The column went on to challenge to notion that advocacy on behalf of GLTB youth is a matter concerned with civil rights and social justice, asserting that, "many heartbroken parents and exploited adolescents may not see all that much justice going on here."
The claims made in the column have been repeated for years by anti-gay groups. In 1999, the blogger behind anti-gay site Americans for Truth About Homosexuality, wrote about a GLSEN conference at which a lesbian teacher talked about an exchange she had with a kindergarten student. The teacher responded to questions from the class about whether she had a husband by explaining that her life partner was another woman. When asked whether she kissed the other woman, the teacher said that she did.
The teacher recounted this after her retirement, while on a GLSEN panel, but GLSEN itself played no part in the teacher’s disclosure. Nonetheless, AFTAH reprinted the 1999 article on Oct. 1, 2009, with the caption, "GLSEN Corrupts Children." The reprint appeared during the controversy over Jennings having been appointed as assistant deputy secretary for safe and drug-free schools in the U.S. Department of Education.
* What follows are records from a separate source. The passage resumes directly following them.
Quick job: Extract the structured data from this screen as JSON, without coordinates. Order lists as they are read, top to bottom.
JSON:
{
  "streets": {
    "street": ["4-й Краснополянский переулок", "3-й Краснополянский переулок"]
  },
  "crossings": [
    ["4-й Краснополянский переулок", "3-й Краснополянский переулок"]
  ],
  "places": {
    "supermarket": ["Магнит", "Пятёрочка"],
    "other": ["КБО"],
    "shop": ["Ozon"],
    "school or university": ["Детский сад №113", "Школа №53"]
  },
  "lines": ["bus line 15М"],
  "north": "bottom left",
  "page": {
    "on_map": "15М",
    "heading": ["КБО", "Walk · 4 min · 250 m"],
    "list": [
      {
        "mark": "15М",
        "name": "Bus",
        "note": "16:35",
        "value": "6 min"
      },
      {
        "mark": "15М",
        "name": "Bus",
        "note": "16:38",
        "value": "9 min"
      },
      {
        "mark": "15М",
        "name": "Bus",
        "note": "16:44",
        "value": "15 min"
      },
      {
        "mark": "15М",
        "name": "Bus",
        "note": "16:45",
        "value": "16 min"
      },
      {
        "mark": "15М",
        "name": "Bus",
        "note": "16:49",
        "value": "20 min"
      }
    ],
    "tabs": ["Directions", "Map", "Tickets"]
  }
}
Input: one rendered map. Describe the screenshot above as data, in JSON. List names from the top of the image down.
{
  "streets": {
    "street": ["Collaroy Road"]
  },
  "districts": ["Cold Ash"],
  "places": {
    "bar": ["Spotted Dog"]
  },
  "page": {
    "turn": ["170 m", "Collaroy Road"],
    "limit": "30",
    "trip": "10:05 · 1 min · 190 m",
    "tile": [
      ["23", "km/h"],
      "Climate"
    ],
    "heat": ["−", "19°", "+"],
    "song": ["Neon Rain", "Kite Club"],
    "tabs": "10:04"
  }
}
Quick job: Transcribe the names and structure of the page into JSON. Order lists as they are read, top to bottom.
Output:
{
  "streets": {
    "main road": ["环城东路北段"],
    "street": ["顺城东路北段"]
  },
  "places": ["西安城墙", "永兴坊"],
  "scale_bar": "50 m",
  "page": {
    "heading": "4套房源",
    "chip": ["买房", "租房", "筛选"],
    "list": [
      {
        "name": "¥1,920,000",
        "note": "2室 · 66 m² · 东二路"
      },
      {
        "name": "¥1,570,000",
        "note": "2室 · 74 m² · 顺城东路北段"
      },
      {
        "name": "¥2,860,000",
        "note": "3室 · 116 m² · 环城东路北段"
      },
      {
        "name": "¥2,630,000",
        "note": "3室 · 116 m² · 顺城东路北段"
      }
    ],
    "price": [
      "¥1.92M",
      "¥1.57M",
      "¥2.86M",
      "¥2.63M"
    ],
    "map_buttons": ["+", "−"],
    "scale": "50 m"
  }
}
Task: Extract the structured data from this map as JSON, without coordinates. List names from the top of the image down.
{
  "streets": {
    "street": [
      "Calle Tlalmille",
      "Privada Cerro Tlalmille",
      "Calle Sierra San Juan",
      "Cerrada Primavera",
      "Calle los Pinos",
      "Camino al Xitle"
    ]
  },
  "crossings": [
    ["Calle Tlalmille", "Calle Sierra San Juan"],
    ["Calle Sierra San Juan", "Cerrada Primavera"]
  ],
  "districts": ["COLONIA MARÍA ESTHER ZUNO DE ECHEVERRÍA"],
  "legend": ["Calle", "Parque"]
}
Fox News.com reported on Sept. 23, 2009, on the storm of criticism in a Sept. 23 article, noting that Jennings had been a teacher in Massachusetts when he created GLSEN--the "Gay Straight and Lesbian Education Network"--in 1990, in order to help end anti-gay harassment and homophobia in schools.
GLSEN has worked to educate lawmakers and the public about the problem of anti-gay bullying, performing surveys that document a shockingly high prevalence of anti-gay verbal and physical harassment in schools, some of it perpetrated by teachers and other school staff, with much of the student-on-student harassment left uncorrected by school staff members.
The Fox News.com article noted that GLSEN now has GSAs--Gay-Straight Alliances, which are student-led clubs dedicated to countering anti-gay bullying--in 40 schools throughout the country.
Anti-gay groups also sought to smear Jennings with events that have become known among right-wing fringe organizations as "Fistgate." In the annals of far-right lore, "Fistgate" refers to the 2000 "Teach Out" conference that was conducted at Tufts University by several Massachusetts state employees, under the auspices of the conference and of GLSEN, which was at the time headed by Kevin Jennings. The state employees took questions from the attendees, including questions about gay sex. Though neither Jennings nor anyone from GLSEN was present, Jennings was tarred by the right for the state employees’ responses.
Commenting on the issue, Jennings said, "GLSEN believes that children do have a right to accurate, safer sex education, but this needs to be delivered in an age-appropriate and sensitive manner."